Escreveu ‘Boa Noite solidão’, para o Fernando Maurício, uma das maiores lendas do fado. Que história está por detrás dessa canção? Essa canção nasceu numa altura em que o Fernando Maurício andava em desamor com uma fadista. Contou-me a história e perguntou-me se eu queria escrever alguma coisa sobre isso. Lembro-me perfeitamente de escrever esses versos sentado na cama, no meu quarto no Barreiro, e a minha mãe a chamar-me para jantar. Quando terminei mostrei ao Mauricio, ele leu, olhou para mim e disse-me: "Epá vou já cantar isso". Hoje é um dos temas mais cantados da história do fado. Por isso, este ano, juntamente com o meu representante Paulo Gil, decidimos fazer um espetáculo de comemoração dos 50 anos do 'Boa Noite Solidão', até porque é um bom pretexto para juntar todos aqueles que têm estado na minha carreira e na minha vida.
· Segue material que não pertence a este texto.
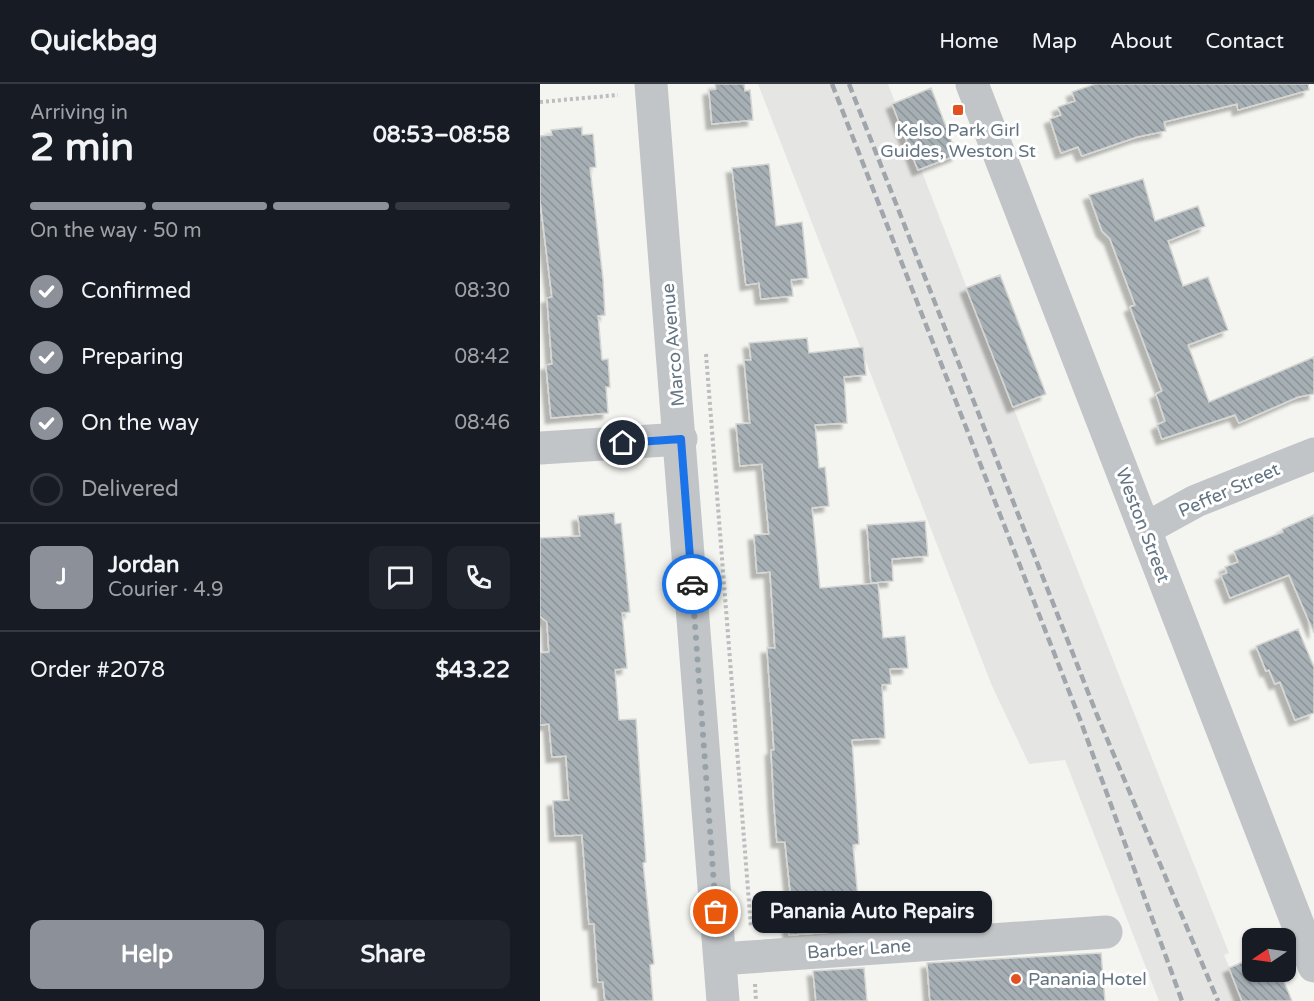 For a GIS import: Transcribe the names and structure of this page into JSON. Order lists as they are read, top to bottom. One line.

Acha que estas gerações mais novas já olham para si como uma espécie de guru do fado?(risos) Não sei. O que eu acho é que os mais novos veem em mim um amigo pronto a ajudá-los e aconselhá-los. Eles sabem que sou o companheiro velho que aprendeu com os antigos e que tenho isso para lhes trazer.
Nestes 50 anos conseguiu aquilo que ambicionava e esperava?Tal como fazia em menino eu sou muito existencial. As coisas foram acontecendo e quando dou por mim estou com 66 anos, com gente que ainda me vai ver a cantar. Há meninos de 15 anos a cantar o 'Umbadá', quando ainda nem eram um projeto de gente quando eu fiz essa canção.